Jagger attended secondary school at Eltham College. He won a place to study drama at the University of Manchester, but opted not to go, preferring instead to spend time in London where elder brother Mick was enjoying his first years of fame.

Career
Jagger has worked in many fields, including theatre, cinema, clothes design, and decoration. He designed the jacket with eyes worn by Jimi Hendrix, He first appeared in the musical Hair in Tel Aviv for six months, later with the Black Theatre of Brixton at the ICA in London with Rufus Collins, then joined The Glasgow Citizens' Theatre where he appeared with, amongst others, Kieran Hinds, Pierce Brosnan, and Sian Thomas. He also played repertory theatre in Nottingham, Plymouth, and Hammersmith Lyric London.

In the 1970s, his project for recording an album with the Flying Burrito Brothers was aborted.
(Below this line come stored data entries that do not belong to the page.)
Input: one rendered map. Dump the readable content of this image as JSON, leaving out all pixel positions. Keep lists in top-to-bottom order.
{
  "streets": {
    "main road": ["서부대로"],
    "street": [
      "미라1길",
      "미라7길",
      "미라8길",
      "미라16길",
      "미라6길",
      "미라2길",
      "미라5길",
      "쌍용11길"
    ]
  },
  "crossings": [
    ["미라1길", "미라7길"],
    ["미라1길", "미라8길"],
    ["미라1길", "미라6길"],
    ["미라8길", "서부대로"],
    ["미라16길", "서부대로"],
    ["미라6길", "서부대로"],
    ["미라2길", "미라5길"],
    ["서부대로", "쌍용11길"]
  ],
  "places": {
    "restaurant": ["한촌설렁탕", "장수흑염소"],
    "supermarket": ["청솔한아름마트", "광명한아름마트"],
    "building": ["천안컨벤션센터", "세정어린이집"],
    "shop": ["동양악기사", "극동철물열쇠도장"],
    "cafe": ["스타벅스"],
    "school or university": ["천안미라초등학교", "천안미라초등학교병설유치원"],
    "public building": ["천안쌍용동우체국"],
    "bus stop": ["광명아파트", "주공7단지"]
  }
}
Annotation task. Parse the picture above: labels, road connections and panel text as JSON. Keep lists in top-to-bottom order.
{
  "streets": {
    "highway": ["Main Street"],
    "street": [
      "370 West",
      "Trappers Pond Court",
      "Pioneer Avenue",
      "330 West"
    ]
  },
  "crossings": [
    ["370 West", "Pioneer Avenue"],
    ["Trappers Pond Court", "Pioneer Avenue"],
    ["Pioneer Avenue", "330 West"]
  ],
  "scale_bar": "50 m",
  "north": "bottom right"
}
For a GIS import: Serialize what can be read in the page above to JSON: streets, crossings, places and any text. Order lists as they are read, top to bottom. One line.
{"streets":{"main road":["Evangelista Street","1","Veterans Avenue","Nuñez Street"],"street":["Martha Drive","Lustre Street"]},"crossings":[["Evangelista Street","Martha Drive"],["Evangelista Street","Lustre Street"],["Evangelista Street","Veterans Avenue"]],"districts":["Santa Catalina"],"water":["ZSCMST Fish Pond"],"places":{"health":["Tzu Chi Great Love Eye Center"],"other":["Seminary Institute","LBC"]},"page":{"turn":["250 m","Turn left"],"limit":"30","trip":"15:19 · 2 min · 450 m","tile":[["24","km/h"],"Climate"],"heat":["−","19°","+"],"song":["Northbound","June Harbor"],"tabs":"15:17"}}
In the 1980s, he contributed on two of the Rolling Stones' albums Dirty Work (1986) and Steel Wheels (1989) while he also worked in France with Vanessa Paradis's producer, Franck Langolff.

Jagger has worked as a journalist (contributing articles for The Daily Telegraph, The Guardian, The Mail on Sunday, The Independent on Sunday and Rolling Stone), and wrote and presented for BBC Radio 2 a programme about Alexis Korner, a blues pioneer, and co-produced a film for Sky Arts channel, I Got the Blues in Austin.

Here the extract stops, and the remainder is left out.